Dysregulation of the adiponectin axis contributes to obesity-related cardiometabolic disorders making it an obvious therapeutic target. However, our understanding of the adiponectin receptors, AdipoR1 and AdipoR2, atypical seven transmembrane domain proteins, is rudimentary. We reasoned that elaboration of key properties of AdipoR1 and AdipoR2 would reveal therapeutic strategies. To address this we have employed in-silico, molecular and cellular approaches.
First, using a series of complementary qualitative (microscopy) and quantitative (flow cytometry) assays we demonstrated that under steady-state conditions (no serum starvation) AdipoR1 exhibits robust (60%) cell-surface expression (CSE), whereas AdipoR2 is predominantly restricted to the ER1. Second, overexpression of AdipoR1 in HEK-293 cells resulted in acute activation of downstream signalling networks (AMPK, AKT, ERK & P38MAPK) whereas overexpression of AdipoR2 promoted more chronic activation (peaking at 15 min and 24 h)2. Third, characterisation of chimeric receptors (comprised of a series of AdipoR1/R2 and AdipoR2/R1 constructs) demonstrated that the differences in CSE and temporal signalling profiles of AdipoR1 and AdipoR2 are underpinned by the non-conserved regions (spanning AdipoR1(1-70) and AdipoR2(1-81)) in the cytoplasmic ‘trunks’ of the receptors. Fourth, bioinformatics analysis (using CSS-Palm) revealed several putative palmitoylation sites including a conserved ‘canonical’ site (common to GPCRs) in the juxtamembrane region of both receptors as well as additional non-conserved sites. Palmitoylation of these sites was confirmed using Acyl-Biotinyl exchange chemistry and site-directed mutagenesis which also revealed rapid turnover of palmitoylation (t1/2 < 60 min). Moreover, palmitoylation of the canonical site in AdipoR1(Cys124) or AdipoR2(Cys135) was required for efficient CSE and coupling to downstream signalling networks (all p<0.05).
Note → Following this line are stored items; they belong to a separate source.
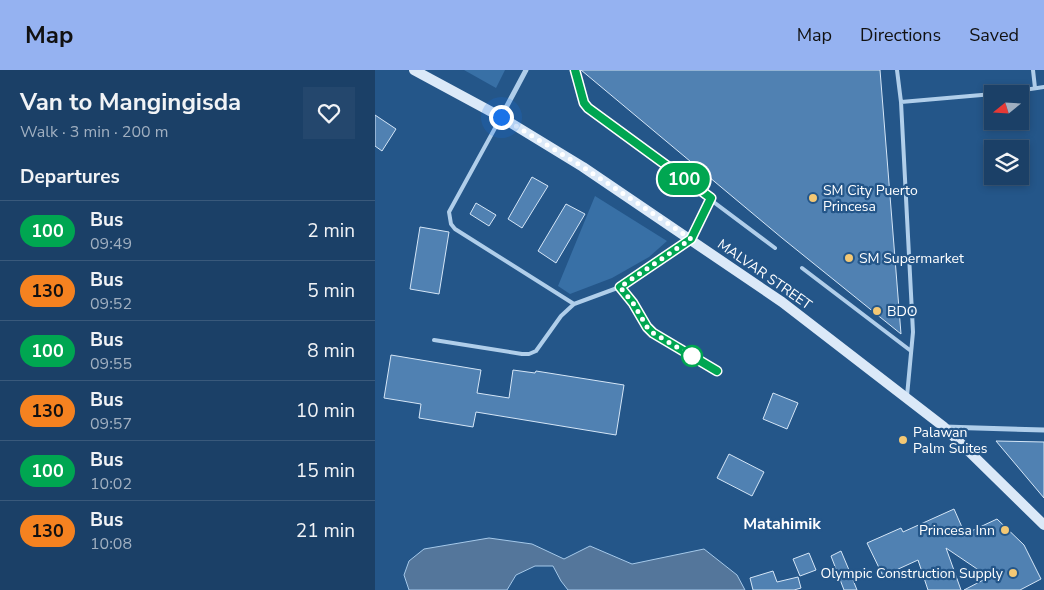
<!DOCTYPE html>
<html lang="en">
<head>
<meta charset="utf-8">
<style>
  body { margin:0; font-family:"Nunito Sans",sans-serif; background:#24476d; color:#f1f3f6; height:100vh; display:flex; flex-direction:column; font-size:19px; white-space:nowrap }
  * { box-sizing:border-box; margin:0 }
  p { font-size:16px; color:#a0afc0 }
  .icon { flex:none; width:28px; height:28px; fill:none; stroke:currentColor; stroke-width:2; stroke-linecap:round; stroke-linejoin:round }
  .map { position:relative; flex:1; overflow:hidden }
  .side { display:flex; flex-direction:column; background:#1b4067; width:375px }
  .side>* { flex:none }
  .badge { padding:0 10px; border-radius:16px; font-size:18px; line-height:32px }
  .needle { width:32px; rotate:252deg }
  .fabs { position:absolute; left:609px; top:15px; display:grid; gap:10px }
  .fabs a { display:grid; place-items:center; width:45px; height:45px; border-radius:0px; background:#1b4067; box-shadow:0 2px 8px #0003,0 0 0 1px #39597b; font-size:25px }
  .you { position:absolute; width:25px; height:25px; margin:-12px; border:4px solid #fff; border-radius:50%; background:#1a73e8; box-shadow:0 0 0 8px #1a73e833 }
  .map>.badge { position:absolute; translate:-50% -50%; box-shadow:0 0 0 2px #fff }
  h2 { padding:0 20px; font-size:19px; line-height:45px }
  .round { display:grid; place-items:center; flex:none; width:52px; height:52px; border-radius:0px; background:#24476d }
  .summary { display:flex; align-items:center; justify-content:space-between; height:85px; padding:0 20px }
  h1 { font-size:24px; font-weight:700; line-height:38px }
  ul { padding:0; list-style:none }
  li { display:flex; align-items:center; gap:15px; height:60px; padding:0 20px; border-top:1px solid #39597b }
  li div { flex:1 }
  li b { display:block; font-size:19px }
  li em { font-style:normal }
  li .badge { min-width:55px; font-weight:700; text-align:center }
  header { display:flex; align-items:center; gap:30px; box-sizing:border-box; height:70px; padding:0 25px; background:#95b2f1; color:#111 }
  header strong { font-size:24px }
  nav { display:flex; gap:28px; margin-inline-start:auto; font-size:18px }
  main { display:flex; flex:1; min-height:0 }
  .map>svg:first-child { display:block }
  .green { fill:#3870a6 }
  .water { fill:#54769b; stroke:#a5c9ea }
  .building { fill:#5081b2; stroke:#d5e6f7 }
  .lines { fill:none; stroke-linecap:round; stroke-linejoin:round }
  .lane { stroke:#b0ceea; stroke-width:4 }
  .street { stroke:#b0ceea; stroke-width:5 }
  .secondary { stroke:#dbe9f8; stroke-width:10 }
  .line-casing { stroke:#fff; stroke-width:11 }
  .line { stroke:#00a651; stroke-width:8 }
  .walk { stroke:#fff; stroke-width:5; stroke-dasharray:0 9 }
  .poi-dot { fill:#f4c874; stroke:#245689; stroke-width:2 }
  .stop-dot { fill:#fff; stroke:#00a651; stroke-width:2.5 }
  .labels { text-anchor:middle; stroke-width:4.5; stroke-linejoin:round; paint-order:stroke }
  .poi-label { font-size:14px; fill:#fff; stroke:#245689; text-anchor:start }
  .street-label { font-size:14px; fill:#fff; stroke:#245689 }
  .quarter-label { font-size:16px; font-weight:bold; fill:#fff; stroke:#245689 }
</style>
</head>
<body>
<header>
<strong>Map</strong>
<nav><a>Map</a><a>Directions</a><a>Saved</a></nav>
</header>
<main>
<section class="side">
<div class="summary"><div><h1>Van to Mangingisda</h1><p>Walk · 3 min · 200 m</p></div><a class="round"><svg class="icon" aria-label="heart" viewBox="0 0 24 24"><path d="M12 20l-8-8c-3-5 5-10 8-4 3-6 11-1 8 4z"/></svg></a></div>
<h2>Departures</h2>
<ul>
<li><span class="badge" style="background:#00a651;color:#fff">100</span><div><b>Bus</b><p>09:49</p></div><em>2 min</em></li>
<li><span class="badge" style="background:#f58220;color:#111">130</span><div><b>Bus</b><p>09:52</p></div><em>5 min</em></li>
<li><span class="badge" style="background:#00a651;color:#fff">100</span><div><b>Bus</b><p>09:55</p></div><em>8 min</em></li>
<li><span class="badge" style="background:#f58220;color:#111">130</span><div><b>Bus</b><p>09:57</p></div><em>10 min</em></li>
<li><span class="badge" style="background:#00a651;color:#fff">100</span><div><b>Bus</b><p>10:02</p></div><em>15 min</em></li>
<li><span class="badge" style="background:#f58220;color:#111">130</span><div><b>Bus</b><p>10:08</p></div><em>21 min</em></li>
</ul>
</section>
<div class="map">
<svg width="669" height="520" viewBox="0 0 669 520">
  <rect width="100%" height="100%" fill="#245689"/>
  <path class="green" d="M89,0H130L121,18Z
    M220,126L292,171L274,187L237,208L195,224L183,216Z"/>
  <path class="water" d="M114,468L157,474L189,489L215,476L257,494L329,479L362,505L370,520H193L186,511L178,496H160L141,505L132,520H34L29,505L34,491L49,479Z"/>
  <path class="building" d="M206,0H505L526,264L407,168Z
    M0,45L21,59L7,81L0,76Z
    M157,107L173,116L147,158L133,149Z
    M101,133L121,145L114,156L95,144Z
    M191,134L210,144L181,193L163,181Z
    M45,157L74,162L64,224L35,219Z
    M16,285L106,300L102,323L134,328L138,300L160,303L161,301L249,315L241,365L101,342L98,357L44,348L46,334L9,328Z
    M398,323L423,333L412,359L388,349Z
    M621,371L669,372V428Z
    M354,384L389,402L377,426L342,408Z
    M579,439L590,464L622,449L649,475L666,509L645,520H589L614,507L571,478L586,520H553L543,490L508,506L492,473L526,458L528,462Z
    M466,481L474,500L482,520H469L456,486Z
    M434,483L441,500L425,506L418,489Z
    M398,501L402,512L423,507L426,518L419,520H378L375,508Z"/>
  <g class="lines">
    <path class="lane" d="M200,0L209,33L213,38L400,178
      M522,0L526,32L538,262L532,326
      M658,0L660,18
      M623,24L669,17
      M526,32L618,24
      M125,49L74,142L76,154L80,159L199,234
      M427,198L536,281
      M245,217L258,233L272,257L278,263L342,301
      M59,270L147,284H154L161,281L186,246L199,234L245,217L316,169L336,128"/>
    <path class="street" d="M126,47L151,0
      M569,357L669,360"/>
    <path class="secondary" d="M39,0L126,47L208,97L407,232L569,357L669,455"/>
  </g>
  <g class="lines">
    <g class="line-casing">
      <path id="line" d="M200,0L209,33L213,38L336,128L316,169L245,217L258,233L272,257L278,263L342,301"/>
    </g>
    <use href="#line" class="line"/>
    <path class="walk" d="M126,47L208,97L316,169L245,217L258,233L272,257L278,263L317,286"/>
  </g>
  <g class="poi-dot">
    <circle cx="438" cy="128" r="5"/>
    <circle cx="474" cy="188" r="5"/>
    <circle cx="502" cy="241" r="5"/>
    <circle cx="528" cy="370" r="5"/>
    <circle cx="630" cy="460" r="5"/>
    <circle cx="638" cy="503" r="5"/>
  </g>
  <circle class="stop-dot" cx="317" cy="286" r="10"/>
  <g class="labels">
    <g class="poi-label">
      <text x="448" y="125">SM City Puerto<tspan x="448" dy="16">Princesa</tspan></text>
      <text x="484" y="193">SM Supermarket</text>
      <text x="512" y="246">BDO</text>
      <text x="538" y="367">Palawan<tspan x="538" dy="16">Palm Suites</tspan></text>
      <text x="620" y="465" text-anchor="end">Princesa Inn</text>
      <text x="628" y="508" text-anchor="end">Olympic Construction Supply</text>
    </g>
    <g class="street-label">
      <text transform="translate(390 204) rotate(35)" y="5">MALVAR STREET</text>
    </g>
    <g class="quarter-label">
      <text x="407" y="459">Matahimik</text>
    </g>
  </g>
</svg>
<div class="fabs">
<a><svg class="needle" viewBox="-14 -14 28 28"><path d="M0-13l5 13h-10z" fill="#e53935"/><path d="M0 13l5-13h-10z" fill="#a0afc0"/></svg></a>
<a><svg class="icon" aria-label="layers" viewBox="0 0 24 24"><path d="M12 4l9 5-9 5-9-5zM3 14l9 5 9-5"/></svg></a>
</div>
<div class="you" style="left:126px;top:47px"></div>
<b class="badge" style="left:309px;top:109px;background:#00a651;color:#fff">100</b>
</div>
</main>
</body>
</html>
Collectively these findings demonstrate fundamental differences between AdipoR1 and AdipoR2, highlight the importance of the cytoplasmic ‘trunks’ and post-translational regulation (palmitoylation) of the receptors. Studies are ongoing to elaborate whether changes in the latter contribute to the pathophysiology of cardiometabolic disease and afford novel therapeutic opportunities.